EXERCISE DIRECTIONS
Type out each entry exactly.

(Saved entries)
- Opening Delimiter -
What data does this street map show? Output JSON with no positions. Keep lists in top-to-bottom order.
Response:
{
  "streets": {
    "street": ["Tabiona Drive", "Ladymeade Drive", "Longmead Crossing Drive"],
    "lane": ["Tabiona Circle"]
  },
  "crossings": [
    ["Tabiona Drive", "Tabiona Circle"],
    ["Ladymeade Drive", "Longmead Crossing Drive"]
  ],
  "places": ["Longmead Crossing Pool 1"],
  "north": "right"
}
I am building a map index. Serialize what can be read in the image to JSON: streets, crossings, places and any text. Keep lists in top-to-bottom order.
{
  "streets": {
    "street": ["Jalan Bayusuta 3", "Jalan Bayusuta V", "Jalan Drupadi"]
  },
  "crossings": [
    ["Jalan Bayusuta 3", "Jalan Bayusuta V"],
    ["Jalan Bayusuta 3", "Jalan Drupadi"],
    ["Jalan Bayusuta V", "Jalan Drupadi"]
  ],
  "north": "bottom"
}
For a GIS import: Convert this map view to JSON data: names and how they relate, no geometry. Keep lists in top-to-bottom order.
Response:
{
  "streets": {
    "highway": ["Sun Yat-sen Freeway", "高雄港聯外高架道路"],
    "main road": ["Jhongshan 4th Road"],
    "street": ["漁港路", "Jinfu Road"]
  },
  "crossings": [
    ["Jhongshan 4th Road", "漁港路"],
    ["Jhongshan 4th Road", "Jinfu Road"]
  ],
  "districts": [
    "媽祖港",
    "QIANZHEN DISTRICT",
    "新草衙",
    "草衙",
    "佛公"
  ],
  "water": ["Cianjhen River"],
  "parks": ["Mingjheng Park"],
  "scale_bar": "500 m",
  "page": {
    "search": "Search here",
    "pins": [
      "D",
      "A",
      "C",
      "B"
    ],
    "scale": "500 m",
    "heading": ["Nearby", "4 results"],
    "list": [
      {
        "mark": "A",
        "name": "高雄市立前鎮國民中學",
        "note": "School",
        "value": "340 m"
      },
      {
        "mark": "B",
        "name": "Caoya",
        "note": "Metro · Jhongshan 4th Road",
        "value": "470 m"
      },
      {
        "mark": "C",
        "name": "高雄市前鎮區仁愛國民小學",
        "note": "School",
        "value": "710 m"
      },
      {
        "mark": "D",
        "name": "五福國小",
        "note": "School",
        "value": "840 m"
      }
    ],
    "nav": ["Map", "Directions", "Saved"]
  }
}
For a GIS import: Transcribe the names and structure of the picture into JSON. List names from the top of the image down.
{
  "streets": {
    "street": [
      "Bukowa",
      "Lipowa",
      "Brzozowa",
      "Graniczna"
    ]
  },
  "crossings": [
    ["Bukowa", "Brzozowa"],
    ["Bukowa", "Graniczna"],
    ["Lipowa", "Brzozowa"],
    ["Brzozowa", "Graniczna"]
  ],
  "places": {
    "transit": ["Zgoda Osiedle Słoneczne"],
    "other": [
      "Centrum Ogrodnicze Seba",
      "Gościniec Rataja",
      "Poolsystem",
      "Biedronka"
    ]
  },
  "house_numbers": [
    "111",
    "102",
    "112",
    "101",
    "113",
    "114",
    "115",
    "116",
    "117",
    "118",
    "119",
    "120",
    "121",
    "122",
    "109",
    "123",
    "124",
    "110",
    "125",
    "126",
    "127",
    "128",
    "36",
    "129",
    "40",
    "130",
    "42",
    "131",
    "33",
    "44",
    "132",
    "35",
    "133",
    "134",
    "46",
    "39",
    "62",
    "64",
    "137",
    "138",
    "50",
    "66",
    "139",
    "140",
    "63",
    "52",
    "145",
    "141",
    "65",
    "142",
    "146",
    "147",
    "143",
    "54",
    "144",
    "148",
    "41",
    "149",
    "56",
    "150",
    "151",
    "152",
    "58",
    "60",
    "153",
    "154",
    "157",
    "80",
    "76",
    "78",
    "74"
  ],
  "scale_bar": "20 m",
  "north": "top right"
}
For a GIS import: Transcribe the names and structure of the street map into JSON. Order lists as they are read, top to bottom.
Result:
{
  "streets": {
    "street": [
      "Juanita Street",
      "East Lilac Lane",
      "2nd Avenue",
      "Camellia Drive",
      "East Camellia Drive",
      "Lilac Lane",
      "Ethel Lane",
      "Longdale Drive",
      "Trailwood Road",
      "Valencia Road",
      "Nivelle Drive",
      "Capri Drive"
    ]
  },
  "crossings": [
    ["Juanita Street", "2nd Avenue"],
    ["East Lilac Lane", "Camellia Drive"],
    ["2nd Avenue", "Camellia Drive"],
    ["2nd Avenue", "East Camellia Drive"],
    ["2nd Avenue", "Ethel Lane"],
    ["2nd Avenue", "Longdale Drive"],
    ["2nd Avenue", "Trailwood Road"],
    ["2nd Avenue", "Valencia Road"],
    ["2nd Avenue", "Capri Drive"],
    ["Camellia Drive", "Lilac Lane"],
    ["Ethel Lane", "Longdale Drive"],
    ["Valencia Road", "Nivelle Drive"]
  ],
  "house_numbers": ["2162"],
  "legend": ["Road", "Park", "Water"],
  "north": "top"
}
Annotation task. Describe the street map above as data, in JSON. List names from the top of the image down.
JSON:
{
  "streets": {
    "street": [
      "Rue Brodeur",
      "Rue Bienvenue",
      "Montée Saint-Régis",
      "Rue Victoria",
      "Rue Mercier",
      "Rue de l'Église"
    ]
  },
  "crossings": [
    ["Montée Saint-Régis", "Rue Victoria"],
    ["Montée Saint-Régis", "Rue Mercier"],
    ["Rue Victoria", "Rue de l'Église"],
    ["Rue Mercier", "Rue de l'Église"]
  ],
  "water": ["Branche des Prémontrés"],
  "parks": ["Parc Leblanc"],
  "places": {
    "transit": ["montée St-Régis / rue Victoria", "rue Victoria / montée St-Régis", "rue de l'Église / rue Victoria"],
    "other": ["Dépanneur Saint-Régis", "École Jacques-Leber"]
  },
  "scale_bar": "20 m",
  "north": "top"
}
- Closing Delimiter -
YOUR RESPONSE
What data does this street map show? Output JSON with no positions. Keep lists in top-to-bottom order.
Response:
{
  "streets": {
    "street": ["Tabiona Drive", "Ladymeade Drive", "Longmead Crossing Drive"],
    "lane": ["Tabiona Circle"]
  },
  "crossings": [
    ["Tabiona Drive", "Tabiona Circle"],
    ["Ladymeade Drive", "Longmead Crossing Drive"]
  ],
  "places": ["Longmead Crossing Pool 1"],
  "north": "right"
}
I am building a map index. Serialize what can be read in the image to JSON: streets, crossings, places and any text. Keep lists in top-to-bottom order.
{
  "streets": {
    "street": ["Jalan Bayusuta 3", "Jalan Bayusuta V", "Jalan Drupadi"]
  },
  "crossings": [
    ["Jalan Bayusuta 3", "Jalan Bayusuta V"],
    ["Jalan Bayusuta 3", "Jalan Drupadi"],
    ["Jalan Bayusuta V", "Jalan Drupadi"]
  ],
  "north": "bottom"
}
For a GIS import: Convert this map view to JSON data: names and how they relate, no geometry. Keep lists in top-to-bottom order.
Response:
{
  "streets": {
    "highway": ["Sun Yat-sen Freeway", "高雄港聯外高架道路"],
    "main road": ["Jhongshan 4th Road"],
    "street": ["漁港路", "Jinfu Road"]
  },
  "crossings": [
    ["Jhongshan 4th Road", "漁港路"],
    ["Jhongshan 4th Road", "Jinfu Road"]
  ],
  "districts": [
    "媽祖港",
    "QIANZHEN DISTRICT",
    "新草衙",
    "草衙",
    "佛公"
  ],
  "water": ["Cianjhen River"],
  "parks": ["Mingjheng Park"],
  "scale_bar": "500 m",
  "page": {
    "search": "Search here",
    "pins": [
      "D",
      "A",
      "C",
      "B"
    ],
    "scale": "500 m",
    "heading": ["Nearby", "4 results"],
    "list": [
      {
        "mark": "A",
        "name": "高雄市立前鎮國民中學",
        "note": "School",
        "value": "340 m"
      },
      {
        "mark": "B",
        "name": "Caoya",
        "note": "Metro · Jhongshan 4th Road",
        "value": "470 m"
      },
      {
        "mark": "C",
        "name": "高雄市前鎮區仁愛國民小學",
        "note": "School",
        "value": "710 m"
      },
      {
        "mark": "D",
        "name": "五福國小",
        "note": "School",
        "value": "840 m"
      }
    ],
    "nav": ["Map", "Directions", "Saved"]
  }
}
For a GIS import: Transcribe the names and structure of the picture into JSON. List names from the top of the image down.
{
  "streets": {
    "street": [
      "Bukowa",
      "Lipowa",
      "Brzozowa",
      "Graniczna"
    ]
  },
  "crossings": [
    ["Bukowa", "Brzozowa"],
    ["Bukowa", "Graniczna"],
    ["Lipowa", "Brzozowa"],
    ["Brzozowa", "Graniczna"]
  ],
  "places": {
    "transit": ["Zgoda Osiedle Słoneczne"],
    "other": [
      "Centrum Ogrodnicze Seba",
      "Gościniec Rataja",
      "Poolsystem",
      "Biedronka"
    ]
  },
  "house_numbers": [
    "111",
    "102",
    "112",
    "101",
    "113",
    "114",
    "115",
    "116",
    "117",
    "118",
    "119",
    "120",
    "121",
    "122",
    "109",
    "123",
    "124",
    "110",
    "125",
    "126",
    "127",
    "128",
    "36",
    "129",
    "40",
    "130",
    "42",
    "131",
    "33",
    "44",
    "132",
    "35",
    "133",
    "134",
    "46",
    "39",
    "62",
    "64",
    "137",
    "138",
    "50",
    "66",
    "139",
    "140",
    "63",
    "52",
    "145",
    "141",
    "65",
    "142",
    "146",
    "147",
    "143",
    "54",
    "144",
    "148",
    "41",
    "149",
    "56",
    "150",
    "151",
    "152",
    "58",
    "60",
    "153",
    "154",
    "157",
    "80",
    "76",
    "78",
    "74"
  ],
  "scale_bar": "20 m",
  "north": "top right"
}
For a GIS import: Transcribe the names and structure of the street map into JSON. Order lists as they are read, top to bottom.
Result:
{
  "streets": {
    "street": [
      "Juanita Street",
      "East Lilac Lane",
      "2nd Avenue",
      "Camellia Drive",
      "East Camellia Drive",
      "Lilac Lane",
      "Ethel Lane",
      "Longdale Drive",
      "Trailwood Road",
      "Valencia Road",
      "Nivelle Drive",
      "Capri Drive"
    ]
  },
  "crossings": [
    ["Juanita Street", "2nd Avenue"],
    ["East Lilac Lane", "Camellia Drive"],
    ["2nd Avenue", "Camellia Drive"],
    ["2nd Avenue", "East Camellia Drive"],
    ["2nd Avenue", "Ethel Lane"],
    ["2nd Avenue", "Longdale Drive"],
    ["2nd Avenue", "Trailwood Road"],
    ["2nd Avenue", "Valencia Road"],
    ["2nd Avenue", "Capri Drive"],
    ["Camellia Drive", "Lilac Lane"],
    ["Ethel Lane", "Longdale Drive"],
    ["Valencia Road", "Nivelle Drive"]
  ],
  "house_numbers": ["2162"],
  "legend": ["Road", "Park", "Water"],
  "north": "top"
}
Annotation task. Describe the street map above as data, in JSON. List names from the top of the image down.
JSON:
{
  "streets": {
    "street": [
      "Rue Brodeur",
      "Rue Bienvenue",
      "Montée Saint-Régis",
      "Rue Victoria",
      "Rue Mercier",
      "Rue de l'Église"
    ]
  },
  "crossings": [
    ["Montée Saint-Régis", "Rue Victoria"],
    ["Montée Saint-Régis", "Rue Mercier"],
    ["Rue Victoria", "Rue de l'Église"],
    ["Rue Mercier", "Rue de l'Église"]
  ],
  "water": ["Branche des Prémontrés"],
  "parks": ["Parc Leblanc"],
  "places": {
    "transit": ["montée St-Régis / rue Victoria", "rue Victoria / montée St-Régis", "rue de l'Église / rue Victoria"],
    "other": ["Dépanneur Saint-Régis", "École Jacques-Leber"]
  },
  "scale_bar": "20 m",
  "north": "top"
}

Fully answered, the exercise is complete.